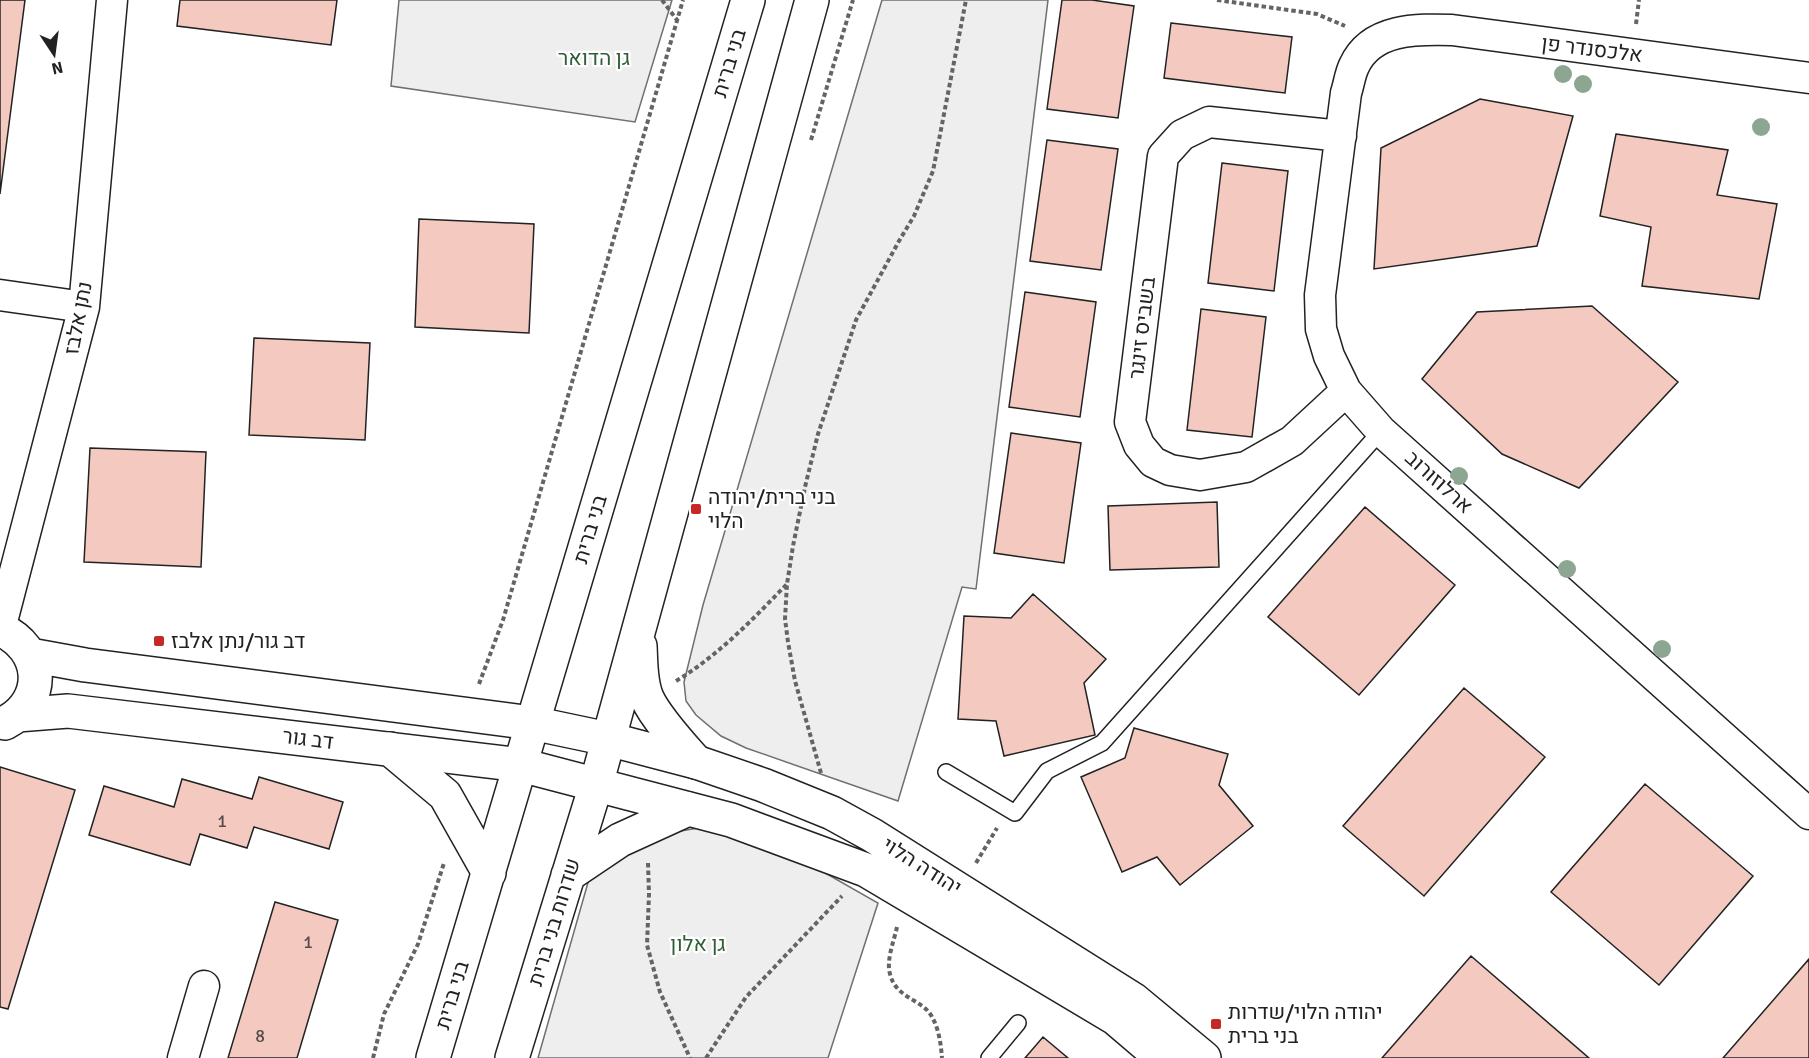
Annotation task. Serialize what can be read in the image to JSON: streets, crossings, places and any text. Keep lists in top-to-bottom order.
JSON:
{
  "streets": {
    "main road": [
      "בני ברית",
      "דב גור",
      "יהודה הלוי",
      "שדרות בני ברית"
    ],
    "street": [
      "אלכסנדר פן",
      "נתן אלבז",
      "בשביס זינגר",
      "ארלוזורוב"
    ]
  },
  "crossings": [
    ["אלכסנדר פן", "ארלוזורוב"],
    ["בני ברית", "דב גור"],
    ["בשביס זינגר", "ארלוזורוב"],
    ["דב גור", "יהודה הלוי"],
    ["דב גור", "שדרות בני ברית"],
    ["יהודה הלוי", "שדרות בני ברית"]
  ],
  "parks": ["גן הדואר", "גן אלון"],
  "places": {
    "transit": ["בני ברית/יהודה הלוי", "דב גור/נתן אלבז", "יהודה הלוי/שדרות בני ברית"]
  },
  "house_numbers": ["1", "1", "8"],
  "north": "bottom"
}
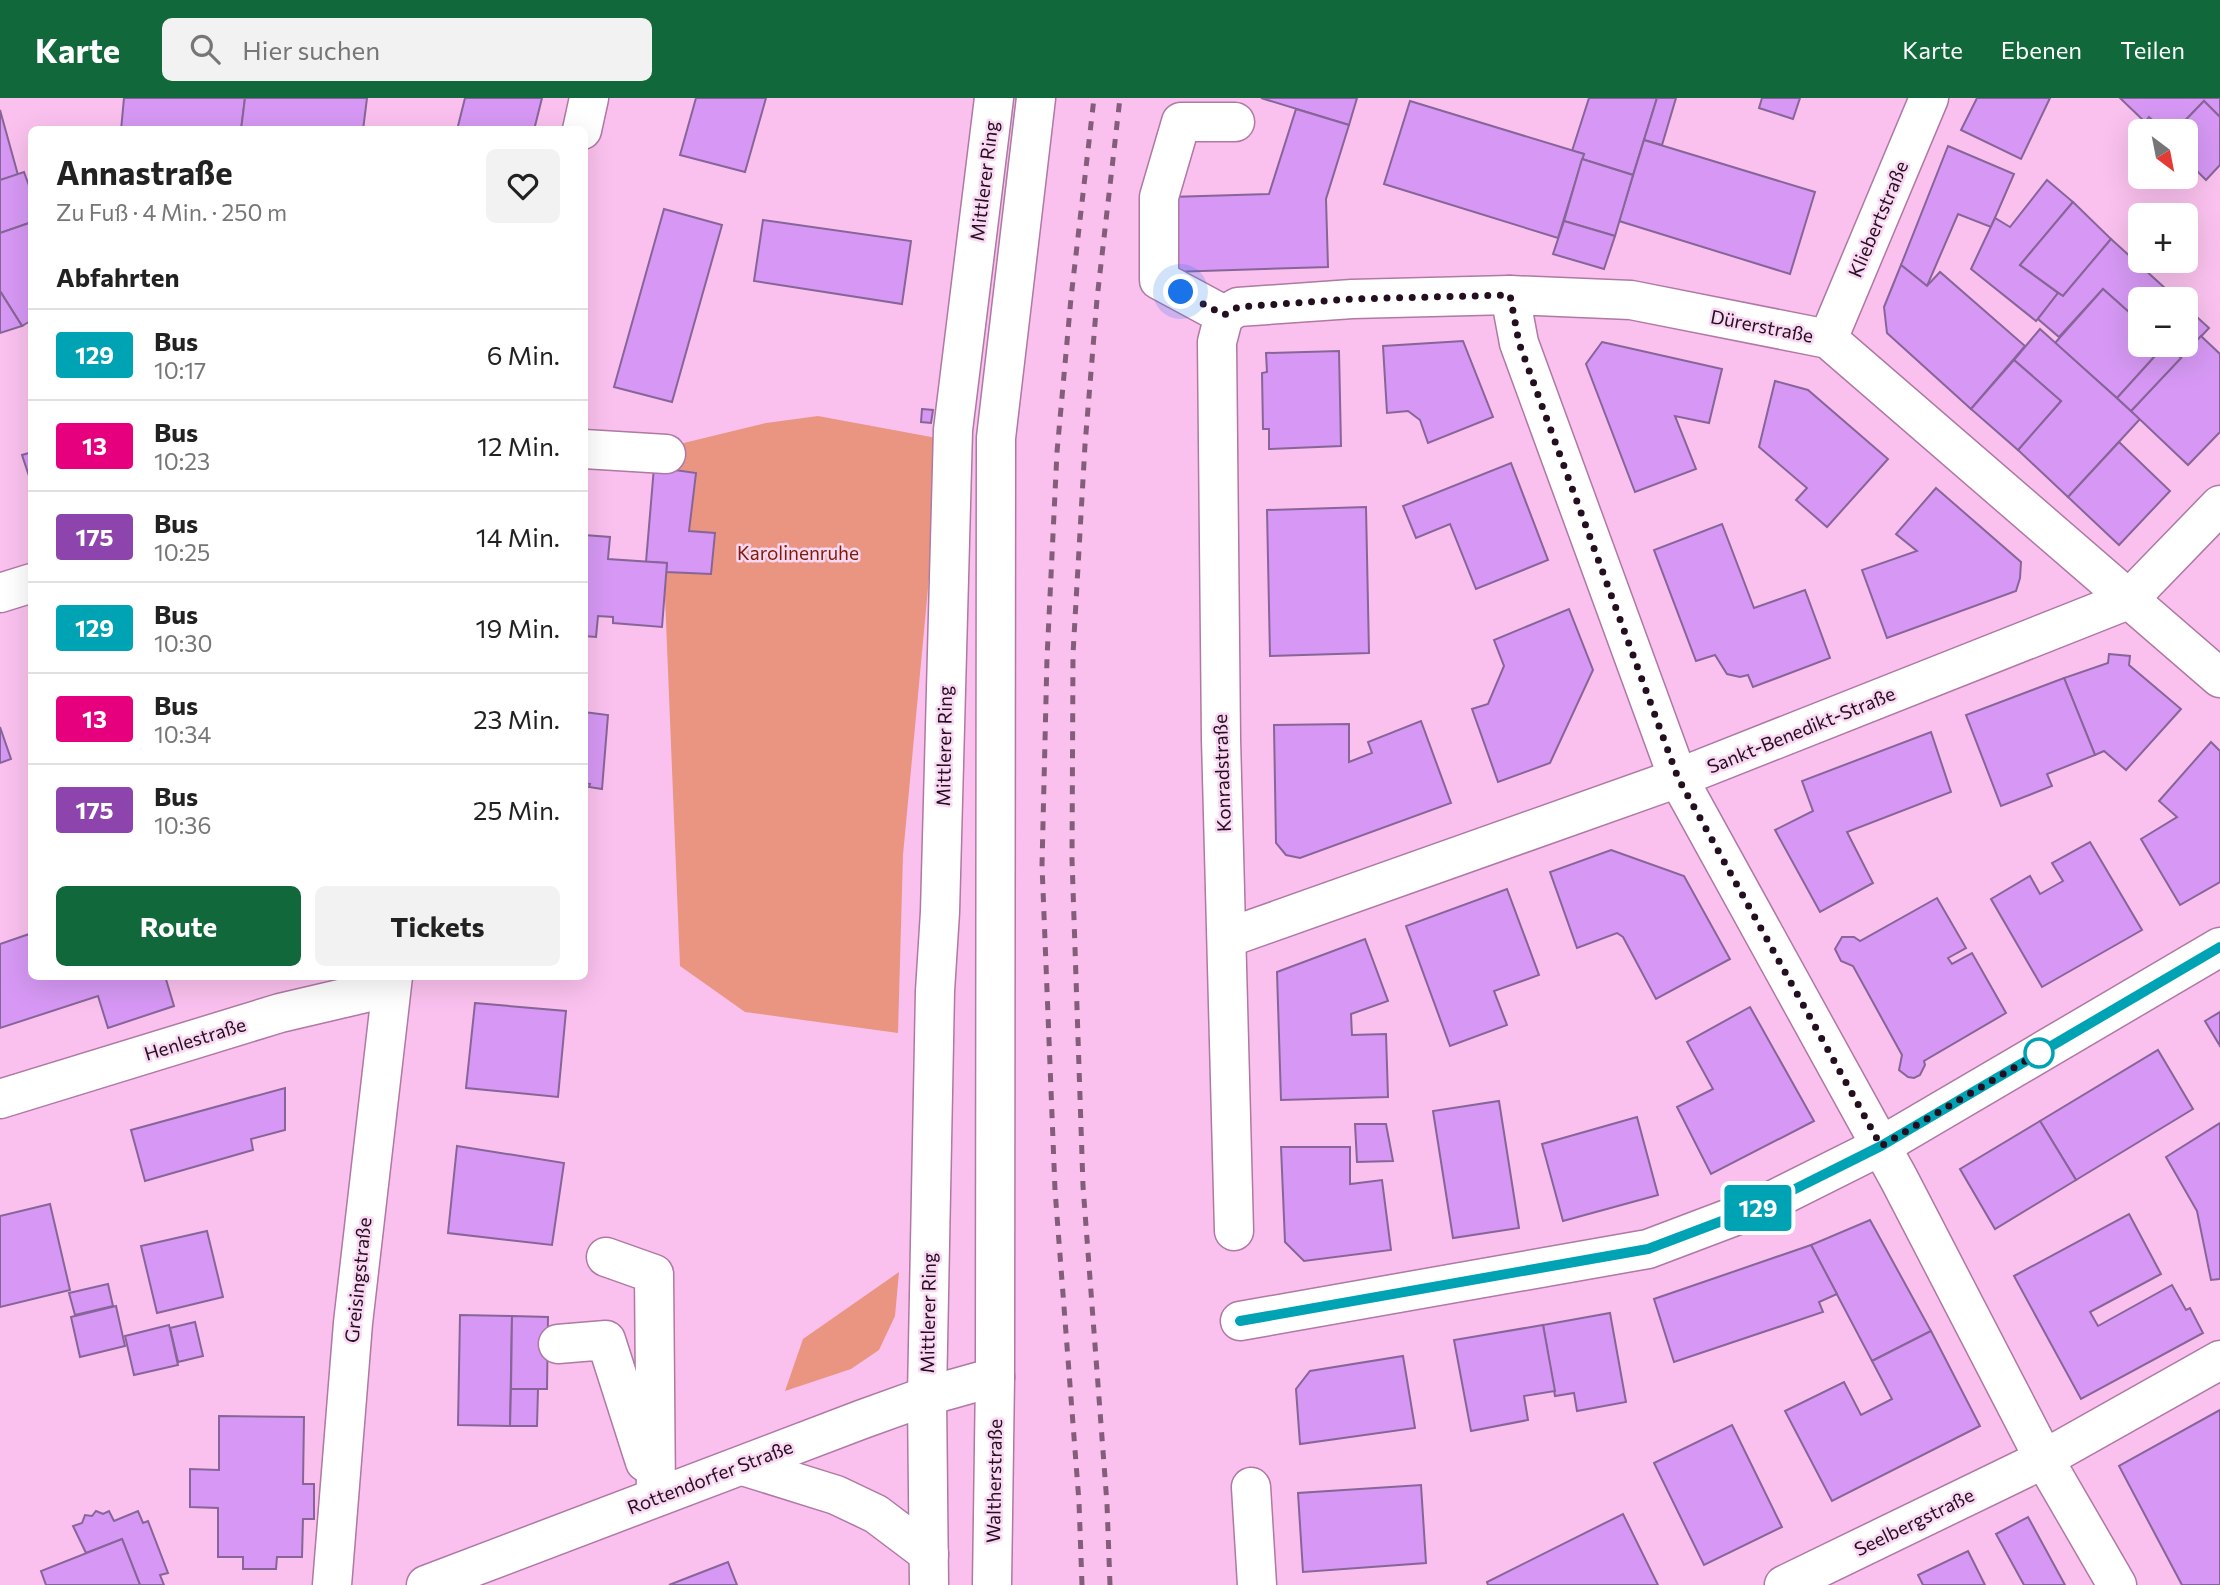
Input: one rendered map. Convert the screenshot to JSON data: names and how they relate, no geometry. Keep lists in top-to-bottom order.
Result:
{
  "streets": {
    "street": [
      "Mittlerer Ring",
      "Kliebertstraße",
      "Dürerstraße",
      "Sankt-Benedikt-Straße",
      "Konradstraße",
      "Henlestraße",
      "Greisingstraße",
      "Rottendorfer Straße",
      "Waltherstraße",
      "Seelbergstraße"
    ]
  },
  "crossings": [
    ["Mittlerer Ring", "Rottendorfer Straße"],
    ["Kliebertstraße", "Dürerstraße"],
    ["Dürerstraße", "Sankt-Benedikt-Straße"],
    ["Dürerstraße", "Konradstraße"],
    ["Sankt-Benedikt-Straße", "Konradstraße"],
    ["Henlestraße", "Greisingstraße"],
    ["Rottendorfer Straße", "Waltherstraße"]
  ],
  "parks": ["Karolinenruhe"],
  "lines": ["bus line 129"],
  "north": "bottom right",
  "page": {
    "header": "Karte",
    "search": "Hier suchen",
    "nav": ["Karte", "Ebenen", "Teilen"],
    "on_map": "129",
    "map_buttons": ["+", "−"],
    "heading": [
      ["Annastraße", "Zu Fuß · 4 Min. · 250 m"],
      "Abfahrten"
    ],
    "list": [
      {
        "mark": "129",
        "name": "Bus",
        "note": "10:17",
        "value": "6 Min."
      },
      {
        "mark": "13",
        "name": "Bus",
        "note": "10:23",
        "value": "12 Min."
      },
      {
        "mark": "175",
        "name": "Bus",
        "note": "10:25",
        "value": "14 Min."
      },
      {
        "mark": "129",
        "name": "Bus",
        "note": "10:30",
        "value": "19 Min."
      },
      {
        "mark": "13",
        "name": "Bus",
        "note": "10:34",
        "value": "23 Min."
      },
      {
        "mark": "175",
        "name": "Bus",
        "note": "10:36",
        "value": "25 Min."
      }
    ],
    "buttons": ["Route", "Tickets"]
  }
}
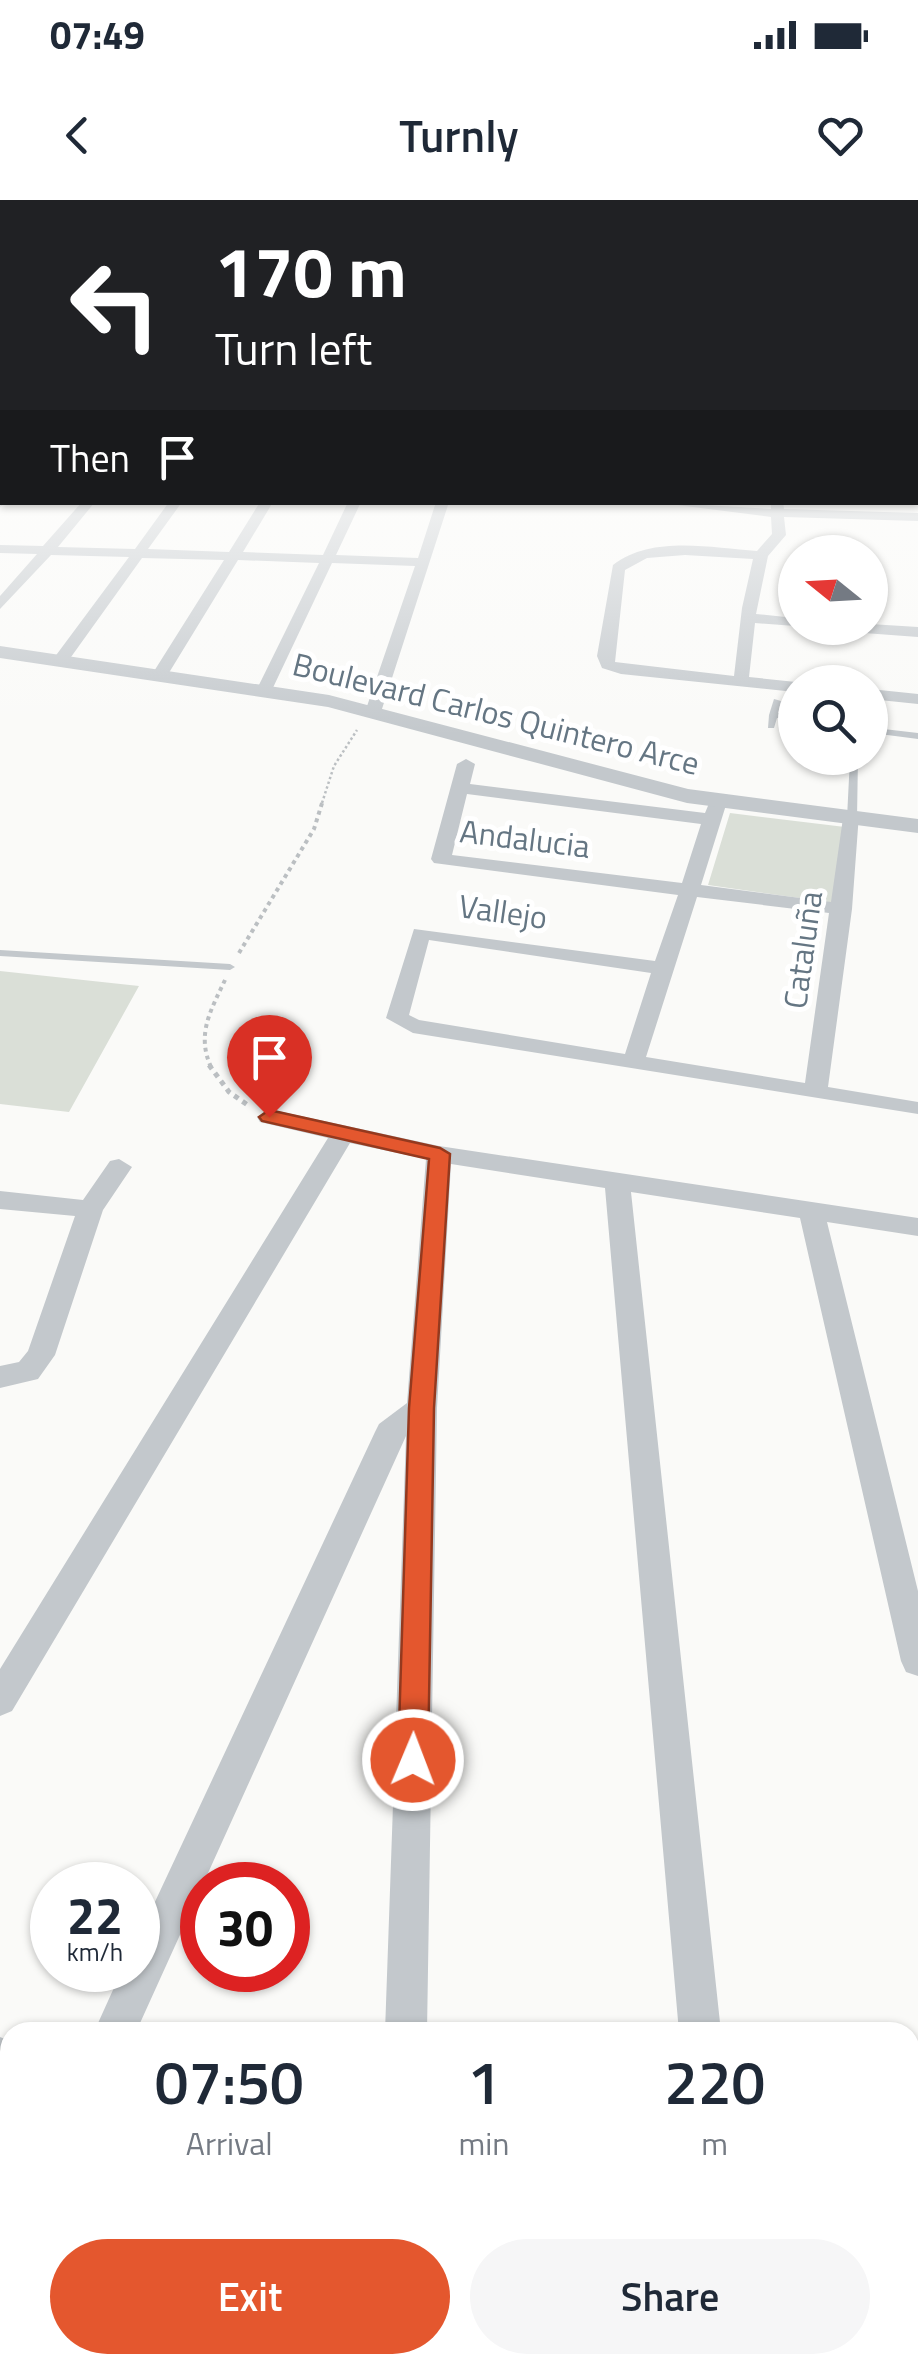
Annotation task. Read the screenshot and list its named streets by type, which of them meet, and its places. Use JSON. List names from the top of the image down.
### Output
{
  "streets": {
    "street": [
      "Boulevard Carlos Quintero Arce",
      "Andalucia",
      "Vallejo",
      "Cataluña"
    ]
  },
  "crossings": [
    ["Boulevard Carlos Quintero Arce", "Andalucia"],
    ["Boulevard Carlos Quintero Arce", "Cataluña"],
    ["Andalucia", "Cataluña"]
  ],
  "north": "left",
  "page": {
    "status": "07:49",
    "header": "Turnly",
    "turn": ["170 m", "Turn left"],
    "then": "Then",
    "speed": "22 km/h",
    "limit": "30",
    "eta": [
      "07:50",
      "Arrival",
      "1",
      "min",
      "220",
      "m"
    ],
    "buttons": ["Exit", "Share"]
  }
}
++++++++
Each line, from the beginning of the listing to the line bearing "Input: one rendered" inclusive, should be copied exactly; the pictures stay out.

**Exercise response:**
Annotation task. Serialize what can be read in the image to JSON: streets, crossings, places and any text. Keep lists in top-to-bottom order.
JSON:
{
  "streets": {
    "main road": [
      "בני ברית",
      "דב גור",
      "יהודה הלוי",
      "שדרות בני ברית"
    ],
    "street": [
      "אלכסנדר פן",
      "נתן אלבז",
      "בשביס זינגר",
      "ארלוזורוב"
    ]
  },
  "crossings": [
    ["אלכסנדר פן", "ארלוזורוב"],
    ["בני ברית", "דב גור"],
    ["בשביס זינגר", "ארלוזורוב"],
    ["דב גור", "יהודה הלוי"],
    ["דב גור", "שדרות בני ברית"],
    ["יהודה הלוי", "שדרות בני ברית"]
  ],
  "parks": ["גן הדואר", "גן אלון"],
  "places": {
    "transit": ["בני ברית/יהודה הלוי", "דב גור/נתן אלבז", "יהודה הלוי/שדרות בני ברית"]
  },
  "house_numbers": ["1", "1", "8"],
  "north": "bottom"
}
Input: one rendered map. Convert the screenshot to JSON data: names and how they relate, no geometry. Keep lists in top-to-bottom order.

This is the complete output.